LAMMPS GPU utilization

I have running GPULAMMPS (with USER-CUDA) for a test system of ~65k particles for a simple LJ fluid.

I have ran the same simulation on both a GTX470 and a Tesla C2070 and noticed significant performance differences between the two.

If I use nvidia-smi -a command whilst running, I notice that the utilization of the GTX470 is about 86% whereas the Tesla is about 43%.

Are there any potential reasons why the Tesla should be utilizing about half as much as the GTX470, and additionally why there is not full (100%) GPU utilization for either.
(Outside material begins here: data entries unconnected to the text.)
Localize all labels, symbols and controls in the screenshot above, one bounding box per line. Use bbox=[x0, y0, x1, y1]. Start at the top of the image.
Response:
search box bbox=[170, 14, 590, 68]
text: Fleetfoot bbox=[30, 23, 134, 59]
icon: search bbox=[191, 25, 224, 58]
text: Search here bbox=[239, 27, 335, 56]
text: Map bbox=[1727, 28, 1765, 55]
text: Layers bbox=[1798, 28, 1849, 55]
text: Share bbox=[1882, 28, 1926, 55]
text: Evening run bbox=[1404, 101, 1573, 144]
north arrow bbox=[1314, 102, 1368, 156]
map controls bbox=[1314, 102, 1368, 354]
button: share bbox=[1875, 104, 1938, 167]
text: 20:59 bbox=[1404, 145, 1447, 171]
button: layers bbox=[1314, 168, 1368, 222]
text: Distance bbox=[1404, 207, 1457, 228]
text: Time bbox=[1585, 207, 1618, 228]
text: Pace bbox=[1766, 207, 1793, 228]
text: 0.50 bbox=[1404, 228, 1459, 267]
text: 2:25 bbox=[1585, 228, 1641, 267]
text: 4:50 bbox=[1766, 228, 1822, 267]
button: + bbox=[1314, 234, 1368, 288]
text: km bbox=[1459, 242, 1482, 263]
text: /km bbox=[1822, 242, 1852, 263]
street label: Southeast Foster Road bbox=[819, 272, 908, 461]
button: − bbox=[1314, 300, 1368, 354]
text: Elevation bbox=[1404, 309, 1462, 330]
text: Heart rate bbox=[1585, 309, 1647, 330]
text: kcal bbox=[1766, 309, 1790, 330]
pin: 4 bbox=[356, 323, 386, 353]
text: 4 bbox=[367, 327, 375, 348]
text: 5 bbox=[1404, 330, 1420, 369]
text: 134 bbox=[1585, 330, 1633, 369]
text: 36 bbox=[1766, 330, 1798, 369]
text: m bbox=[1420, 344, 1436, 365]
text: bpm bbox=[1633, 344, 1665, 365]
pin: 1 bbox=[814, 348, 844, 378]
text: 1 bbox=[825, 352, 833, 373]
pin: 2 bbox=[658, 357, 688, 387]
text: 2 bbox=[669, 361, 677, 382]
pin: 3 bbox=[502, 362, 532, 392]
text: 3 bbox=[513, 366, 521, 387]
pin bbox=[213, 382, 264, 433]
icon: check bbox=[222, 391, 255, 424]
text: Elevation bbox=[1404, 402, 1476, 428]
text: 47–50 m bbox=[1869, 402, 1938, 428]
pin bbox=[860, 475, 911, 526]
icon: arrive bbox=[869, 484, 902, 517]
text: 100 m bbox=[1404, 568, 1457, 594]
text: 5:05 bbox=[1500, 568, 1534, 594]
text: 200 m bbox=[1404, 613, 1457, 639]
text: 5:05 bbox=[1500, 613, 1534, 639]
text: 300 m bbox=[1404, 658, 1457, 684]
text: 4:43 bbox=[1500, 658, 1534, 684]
I have attached a copy of my input file below.

Thanks,
Michael

Christian (CC'd) may be able to offer some help with this.

Paul

I have running GPULAMMPS (with USER-CUDA) for a test system of ~65k
particles for a simple LJ fluid.

I have ran the same simulation on both a GTX470 and a Tesla C2070 and
noticed significant performance differences between the two.

If I use nvidia-smi -a command whilst running, I notice that the
utilization of the GTX470 is about 86% whereas the Tesla is about 43%.
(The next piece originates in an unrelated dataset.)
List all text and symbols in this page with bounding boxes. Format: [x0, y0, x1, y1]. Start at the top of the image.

Are there any potential reasons why the Tesla should be utilizing about
half as much as the GTX470, and additionally why there is not full

yes. lower memory bandwidth. particularly if the C2070 has ECC
enabled. MD is _very_ memory bandwidth dependent. please have
a look at the benchmarks for HOOMD-blue, a single GPU MD code
written from scratch and specifically optimized for CUDA:

http://codeblue.umich.edu/hoomd-blue/benchmarks.html

(100%) GPU utilization for either.

to achieve 100% GPU utilization with classical MD is _very_ hard.
certain parts of the calculations have enough parallelism to occupy
the GPU well, others don't. you also have occasional synchronization
points, which will interfere with full utilization. for 100% occupancy,
you effectively need an embarrassingly parallel problem and run this
in an infinite loop across several thousand threads.

cheers,
     axel.